Именно на Московском ипподроме я стал свидетелем разговора о конном заводе в Хреновом и о знаменитой, выведенной в России породе орловских рысаков. В школе верховой езды было несколько рысаков, но из-за почтенных лет они уже не участвовали в скачках, а служили для развлечения усатых латиноамериканских дипломатов и их дочек-лолиток. Иногда залетным городским пташкам вроде меня позволяли покататься на одном из рысаков. Хреновое, орловские рысаки, конный завод… Эти слова вертелись у меня в голове, словно лошадиное заклинание, пока я не вспомнил, что впервые прочитал об орловских рысаках у Толстого – в повести «Холстомер. История лошади». Я тотчас перечитал «Холстомера», теперь уже глазами примечая подробности, связанные с коневодством. Главный герой повести Толстого – орловский рысак с необыкновенно «длинным и размашистым ходом, равного которому не было в России». За такой необычайный ход, которым можно было, словно аршином, «мерить холст», рысак и получил свое имя. Толстовский рысак Холстомер рожден в Хреновом; там же, у конного завода, одряхлевший рысак впоследствии встречает своего одряхлевшего бывшего хозяина, разорившегося русского аристократа. Из некоторых деталей, упомянутых Толстым, читатель может восстановить подробности происхождения Холстомера. Престарелый рысак рассказывает своим слушателям, породистым лошадям в конюшне, о том, что он сын Любезного Первого и Бабы. Любезный, великолепный беговой рысак, был сыном легендарного арабского жеребца Сметанки. В конце восемнадцатого столетия граф Алексей Орлов-Чесменский, фаворит Екатерины Второй, основал в Воронежской губернии конный завод, где он намеревался разводить и выращивать лошадей с неслыханно длинным шагом. Орлов привез из Турции бесценного Сметанку, у которого, как гласит легенда, были лишние позвонки и ребра. Сметанка прожил в России всего год, а его потомки стали основоположниками новой породы, которую вывели на Хреновском конном заводе в конце 18-го – начале 19-го веков. Толстовский (вымышленный) Холстомер был прямым потомком Сметанки, феноменально быстрым орловским рысаком. Однако в племенных жеребцах его не оставили, а вместо того охолостили. Холстомер был рожден пегим, и эта масть считалась браком среди чистопородных орловских рысаков. В повести Толстого переплетались история и вымысел, и вот теперь, в конце июля 1986 года я очутился в Хреновом, вдыхал его атмосферу и очень надеялся, что удастся поездить на настоящих рысаках…

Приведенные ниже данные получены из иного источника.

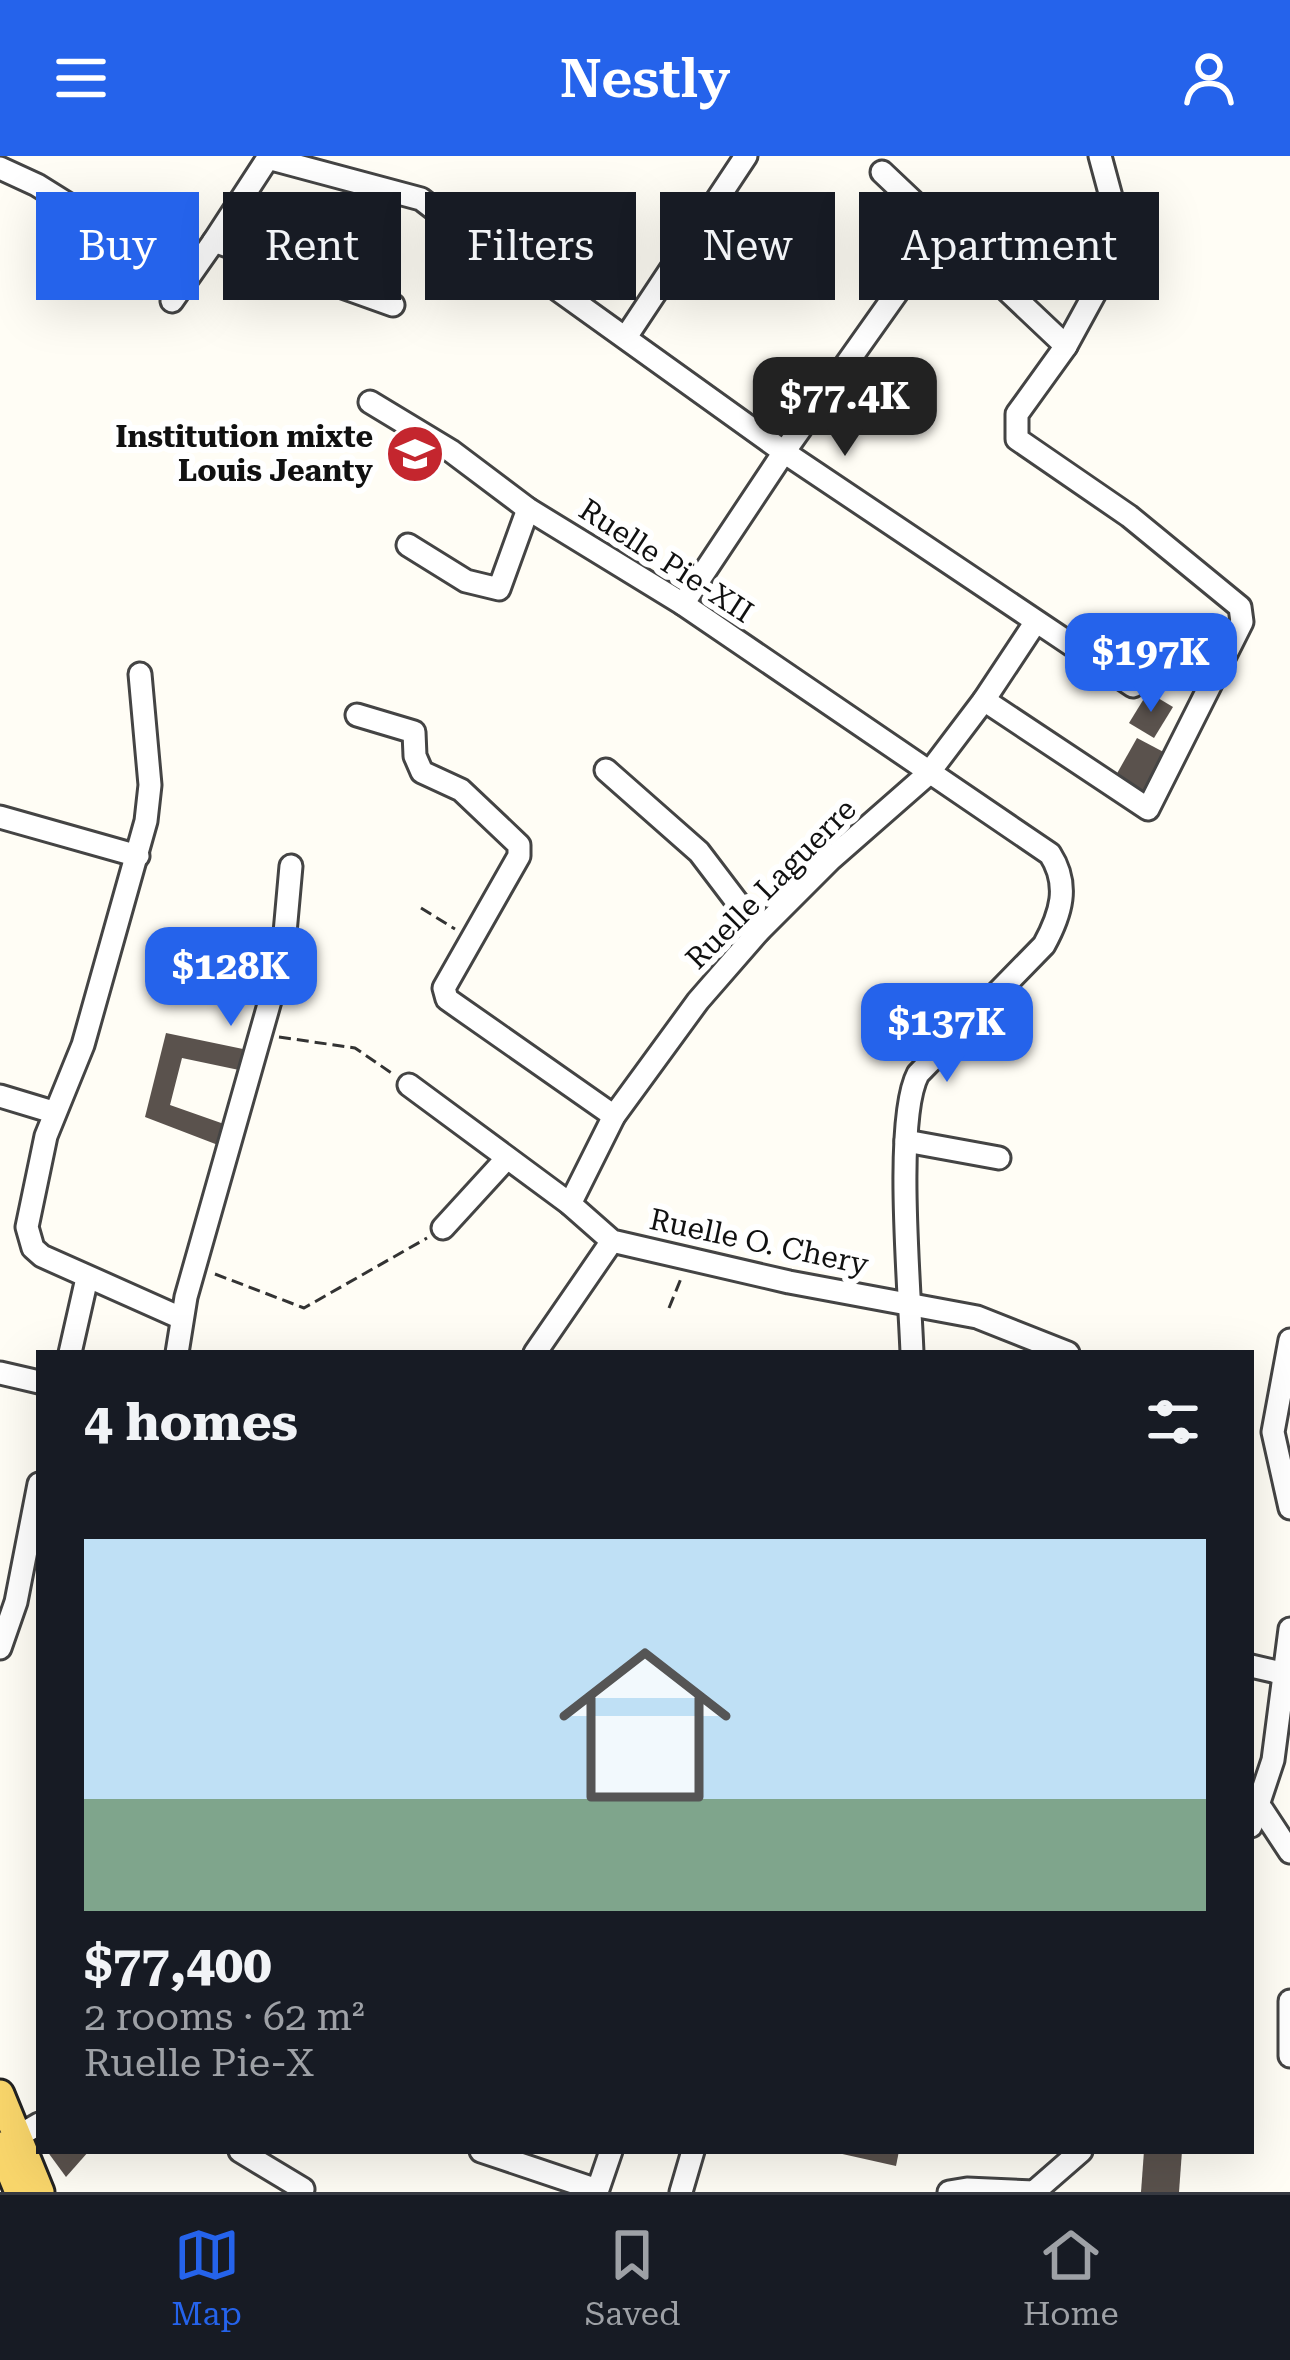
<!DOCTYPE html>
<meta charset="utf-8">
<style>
:root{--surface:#171b24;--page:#242831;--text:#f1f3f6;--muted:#9ea1a6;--line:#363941;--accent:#2563eb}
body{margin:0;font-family:"Roboto Serif",serif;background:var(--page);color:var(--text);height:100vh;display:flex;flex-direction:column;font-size:45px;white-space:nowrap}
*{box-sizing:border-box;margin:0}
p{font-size:39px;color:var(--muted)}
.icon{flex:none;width:66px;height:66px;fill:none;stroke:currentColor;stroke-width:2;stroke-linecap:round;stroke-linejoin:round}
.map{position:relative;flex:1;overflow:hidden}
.panel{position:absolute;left:36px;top:1194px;width:1218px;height:804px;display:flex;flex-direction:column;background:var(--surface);border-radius:0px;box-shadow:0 12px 48px #0002}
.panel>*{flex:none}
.top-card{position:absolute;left:36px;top:36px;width:1218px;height:108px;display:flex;gap:24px}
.price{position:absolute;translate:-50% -102px;padding:0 27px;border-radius:24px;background:var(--accent);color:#fff;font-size:39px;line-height:78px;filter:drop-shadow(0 3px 6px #0008)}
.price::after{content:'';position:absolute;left:50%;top:72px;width:36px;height:27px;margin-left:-18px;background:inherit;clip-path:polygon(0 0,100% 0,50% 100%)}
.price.on{background:#222;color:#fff}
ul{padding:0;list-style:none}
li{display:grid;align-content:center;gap:24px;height:636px;padding:0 48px}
li span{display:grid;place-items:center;height:372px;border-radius:0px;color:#555}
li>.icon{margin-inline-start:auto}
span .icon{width:216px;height:216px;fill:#fffc;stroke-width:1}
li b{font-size:51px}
h2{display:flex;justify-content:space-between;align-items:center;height:144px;padding:0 48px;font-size:51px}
.tag{padding:0 42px;border-radius:0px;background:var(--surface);box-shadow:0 12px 48px #0002;font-size:42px;line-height:108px}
.tag.on{background:var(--accent);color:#fff}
header{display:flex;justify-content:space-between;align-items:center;height:156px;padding:0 48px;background:var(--accent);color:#fff;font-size:54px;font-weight:600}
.tab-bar{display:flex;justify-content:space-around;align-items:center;height:168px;border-top:3px solid var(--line);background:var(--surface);font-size:33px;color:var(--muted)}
.tab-bar a{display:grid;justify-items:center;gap:6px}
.tab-bar .on{color:var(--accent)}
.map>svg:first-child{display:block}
.building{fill:#5a524d}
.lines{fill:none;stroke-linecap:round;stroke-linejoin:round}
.minor-casing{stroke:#444;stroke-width:27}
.major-casing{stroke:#222;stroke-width:33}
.path{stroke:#333;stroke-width:3;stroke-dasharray:12 6;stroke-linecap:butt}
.minor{stroke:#fff;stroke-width:21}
.major{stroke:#f9d66b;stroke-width:27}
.labels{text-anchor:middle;stroke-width:12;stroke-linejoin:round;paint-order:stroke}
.poi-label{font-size:30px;font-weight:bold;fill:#111;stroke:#fff;text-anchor:end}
.street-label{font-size:30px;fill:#111;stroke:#fff}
</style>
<header><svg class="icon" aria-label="menu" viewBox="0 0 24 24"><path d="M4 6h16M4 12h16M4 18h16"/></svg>Nestly<svg class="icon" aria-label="person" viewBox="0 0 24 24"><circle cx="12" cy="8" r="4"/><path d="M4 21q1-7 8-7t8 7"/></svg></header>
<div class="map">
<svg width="1290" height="2036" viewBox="0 0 1290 2036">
<rect width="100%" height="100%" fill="#fffdf5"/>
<g class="building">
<polygon points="1148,536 1173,551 1154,582 1129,567"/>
<polygon points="1137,582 1173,601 1152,641 1115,621"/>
<polygon points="166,877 243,893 239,914 182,902 170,949 224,968 218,989 145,961"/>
<polygon points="47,1995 89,1995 66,2021"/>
<polygon points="829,1995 899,1995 896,2010"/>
<polygon points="1144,1995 1182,1995 1179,2036 1141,2036"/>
</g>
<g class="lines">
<g class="minor-casing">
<g id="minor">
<polyline points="0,12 37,29 77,54"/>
<polyline points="882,16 1066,190"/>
<polyline points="172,145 214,85"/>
<polyline points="393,149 214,85 268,2 421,43 460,73 515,103 784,296 1133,530"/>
<polyline points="626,181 746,0"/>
<path d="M 370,246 L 451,295 L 528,353 L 683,448 L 1050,698 C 1070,729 1061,758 1044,789 L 918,918 C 894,963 910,1137 912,1197"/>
<polyline points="408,389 466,425 499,433 528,353"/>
<polyline points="683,448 784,296 942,73"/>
<polyline points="140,518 150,629 146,665 83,889 46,980 27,1071 33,1092 42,1100 181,1162"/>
<polyline points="984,544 1148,653 1242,466 1240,451 1129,360 1017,283 1017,258 1066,190 1119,93 1120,74 1100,0"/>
<polyline points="357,559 414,576 415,600 422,616 461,634 519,689 519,700 444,832 447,843 614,960"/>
<polyline points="606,614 699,696 759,775"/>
<polyline points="0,661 138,700"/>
<polyline points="409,929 570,1048 612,1085 789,1126 977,1161 1068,1197"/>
<polyline points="0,940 53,956"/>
<polyline points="906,985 999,1002"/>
<polyline points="570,1048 614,960 698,845 759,775 831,703 928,618 984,544 1035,467"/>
<polyline points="443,1072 507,1002"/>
<polyline points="1290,1184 1273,1276 1290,1352"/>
<polyline points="70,1197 87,1122"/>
<polyline points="177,1197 186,1141 283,799 291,710"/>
<polyline points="535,1197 612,1085"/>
<polyline points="0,1217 39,1226"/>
<polyline points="0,1492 16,1446 39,1328"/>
<polyline points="1251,1510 1290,1519"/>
<polyline points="1259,1649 1290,1696"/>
<polyline points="1251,1670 1273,1604 1290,1473"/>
<polyline points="1290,1845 1290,1900"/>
<polyline points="6,1987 39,1968"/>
<polyline points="240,1995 303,2033"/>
<polyline points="481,1995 597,2034"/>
<polyline points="597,2036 611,1995"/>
<polyline points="681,2036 693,1995"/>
<polyline points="949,2036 967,2033 1034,2036 1081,1995"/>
</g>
</g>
<g class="major-casing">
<g id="major">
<polyline points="0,1938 40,2036"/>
<polyline points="0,1990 19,2036"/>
</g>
</g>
<g class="path">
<polyline points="421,752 455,773"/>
<polyline points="279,881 355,892 393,918"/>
<polyline points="215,1118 304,1152 427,1082"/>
<polyline points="669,1152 682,1120"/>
</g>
<use href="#minor" class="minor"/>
<use href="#major" class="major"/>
</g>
<defs>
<g id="school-disc" transform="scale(3)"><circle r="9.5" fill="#c4262e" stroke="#fff"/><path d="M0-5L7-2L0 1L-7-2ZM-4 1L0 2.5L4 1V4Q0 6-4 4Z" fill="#fff"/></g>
</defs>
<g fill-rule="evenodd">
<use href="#school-disc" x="415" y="298"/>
</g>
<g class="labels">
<g class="poi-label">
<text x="373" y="291">Institution mixte<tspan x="373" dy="34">Louis Jeanty</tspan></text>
</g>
<g class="street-label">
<text transform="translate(666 405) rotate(33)" y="10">Ruelle Pie-XII</text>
<text transform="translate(771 728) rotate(-45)" y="10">Ruelle Laguerre</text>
<text transform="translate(759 1086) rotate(12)" y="10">Ruelle O. Chery</text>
</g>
</g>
</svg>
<b class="price on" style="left:845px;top:303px">$77.4K</b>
<b class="price" style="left:1151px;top:559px">$197K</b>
<b class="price" style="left:231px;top:873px">$128K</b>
<b class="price" style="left:947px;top:929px">$137K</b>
<div class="top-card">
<a class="tag on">Buy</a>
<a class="tag">Rent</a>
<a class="tag">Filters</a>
<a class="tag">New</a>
<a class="tag">Apartment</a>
</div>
<section class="panel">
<h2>4 homes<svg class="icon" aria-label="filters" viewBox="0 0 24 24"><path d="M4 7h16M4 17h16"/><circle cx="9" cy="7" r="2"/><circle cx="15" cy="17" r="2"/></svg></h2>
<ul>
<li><span style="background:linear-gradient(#bfe0f5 70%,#7fa58c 0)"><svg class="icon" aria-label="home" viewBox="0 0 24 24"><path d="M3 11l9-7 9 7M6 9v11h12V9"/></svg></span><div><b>$77,400</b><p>2 rooms · 62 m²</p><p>Ruelle Pie-X</p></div></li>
</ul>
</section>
</div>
<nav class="tab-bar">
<a class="on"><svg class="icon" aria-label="map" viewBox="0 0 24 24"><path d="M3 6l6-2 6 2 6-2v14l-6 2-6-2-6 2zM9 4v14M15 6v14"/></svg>Map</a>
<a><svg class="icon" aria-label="saved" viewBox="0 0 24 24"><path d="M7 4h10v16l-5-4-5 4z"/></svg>Saved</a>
<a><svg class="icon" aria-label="home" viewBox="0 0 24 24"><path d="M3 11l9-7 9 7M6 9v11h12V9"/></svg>Home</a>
</nav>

В первый же вечер, в час закатной молитвы, я шел песчаной желтой дорогой, которая огибала территорию конного завода. За покосившейся изгородью, подпертой чем придется, чиненой-перечиненной, виднелись длинные постройки салатного цвета – конюшни и еще какие-то ветхие деревянные строения, пережившие пожары революции и войны. Поля и пастбища здесь казались выцветшими и блеклыми, особенно по сравнению с цветущими курскими степями, которые я повидал в середине июня. Здесь, в Хреновом, меня повсюду преследовало ощущение запущенности. Не убожества и разрухи, а именно какой-то очаровательной заброшенности и таинственности. Отчасти это ощущение старины, замершего времени, возникало из-за безлюдья. По пути я столкнулся лишь с задумчивой старушкой, которая плелась от автобусной остановки, нагруженная набитыми сетками-авоськами. Старушка поведала мне, что большая часть работников конного завода или живет «на территории», или приезжает сюда на автобусе из ближайших населенных пунктов. Я заинтересовался – а где же главный павильон? Манеж? А музей где? Неужели ничего не сохранилось со времен былой Хренового, когда сюда стекались знатоки и любители лошадей? Старушка поставила авоськи на землю, уперла руки в бока, изучила меня с головы до ног и сказала:
– Тут каждый год студенты с палатками живут. Рядом с пастбищем, тут близехонько будет.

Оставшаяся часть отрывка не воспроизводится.